BEGIN Material shown
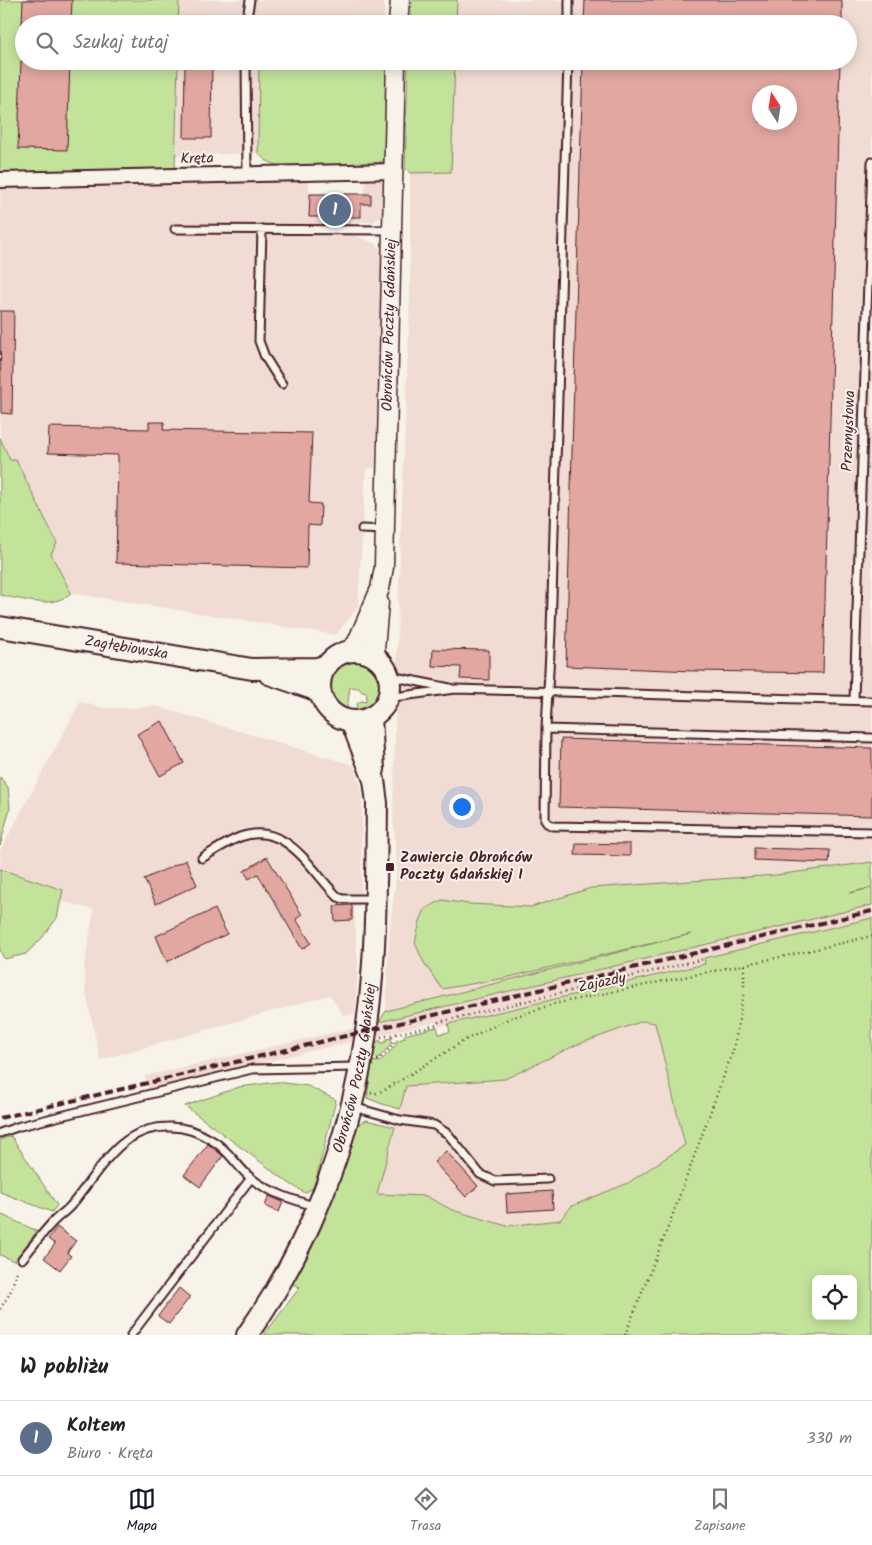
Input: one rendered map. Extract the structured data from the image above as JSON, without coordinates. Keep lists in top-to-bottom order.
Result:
{
  "streets": {
    "main road": ["Obrońców Poczty Gdańskiej", "Zagłębiowska"],
    "street": ["Kręta"],
    "lane": ["Przemysłowa"],
    "path": ["Zajazdy"]
  },
  "crossings": [
    ["Kręta", "Obrońców Poczty Gdańskiej"],
    ["Obrońców Poczty Gdańskiej", "Zagłębiowska"],
    ["Obrońców Poczty Gdańskiej", "Zajazdy"]
  ],
  "places": {
    "transit": ["Zawiercie Obrońców Poczty Gdańskiej I"]
  },
  "north": "top",
  "page": {
    "search": "Szukaj tutaj",
    "pins": "1",
    "heading": "W pobliżu",
    "list": [
      {
        "mark": "1",
        "name": "Koltem",
        "note": "Biuro · Kręta",
        "value": "330 m"
      }
    ],
    "nav": ["Mapa", "Trasa", "Zapisane"]
  }
}
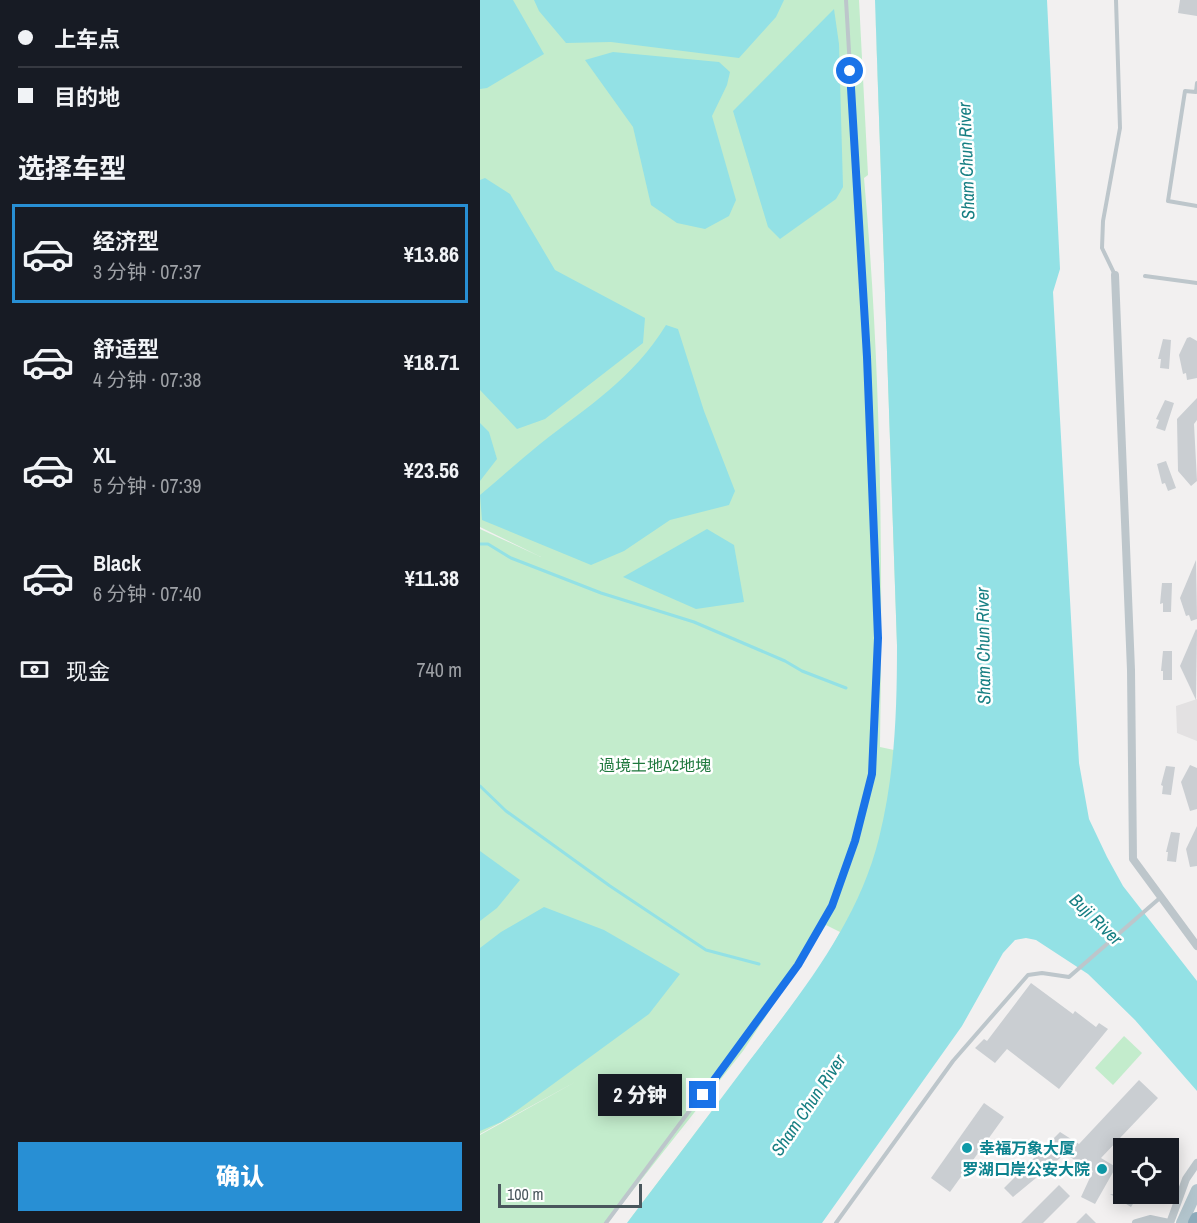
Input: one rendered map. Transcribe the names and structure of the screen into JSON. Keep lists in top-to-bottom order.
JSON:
{
  "water": ["Sham Chun River", "Buji River"],
  "parks": ["過境土地A2地塊"],
  "places": ["幸福万象大厦", "罗湖口岸公安大院"],
  "scale_bar": "100 m",
  "page": {
    "banner": ["上车点", "目的地"],
    "heading": "选择车型",
    "list": [
      {
        "name": "经济型",
        "note": "3 分钟 · 07:37",
        "value": "¥13.86"
      },
      {
        "name": "舒适型",
        "note": "4 分钟 · 07:38",
        "value": "¥18.71"
      },
      {
        "name": "XL",
        "note": "5 分钟 · 07:39",
        "value": "¥23.56"
      },
      {
        "name": "Black",
        "note": "6 分钟 · 07:40",
        "value": "¥11.38"
      }
    ],
    "pay": ["现金", "740 m"],
    "bubble": "2 分钟",
    "buttons": "确认",
    "scale": "100 m"
  }
}
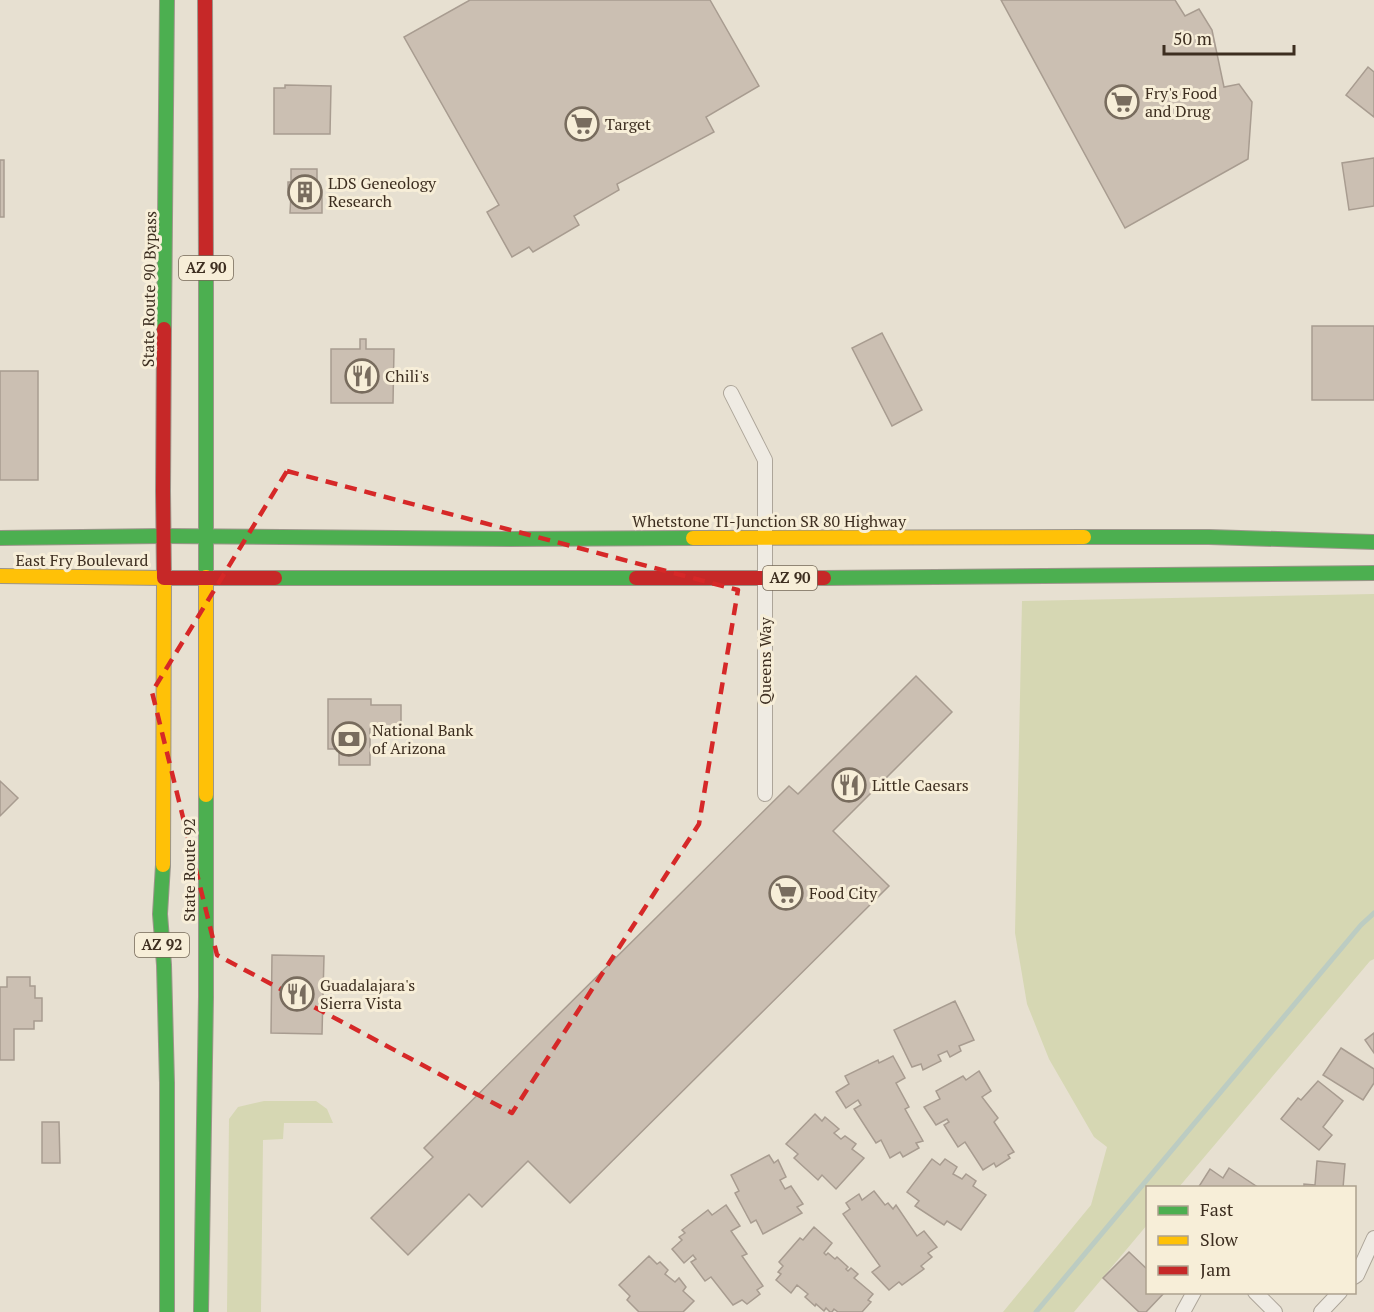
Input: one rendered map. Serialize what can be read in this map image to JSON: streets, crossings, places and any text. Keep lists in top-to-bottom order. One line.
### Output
END Material shown
● **What to produce**
Please repeat the lines above exactly, beginning with the line that contains "Input: one rendered map. Serialize" and ending with the final one.

● **Finished exercise**
Input: one rendered map. Serialize what can be read in this map image to JSON: streets, crossings, places and any text. Keep lists in top-to-bottom order. One line.
### Output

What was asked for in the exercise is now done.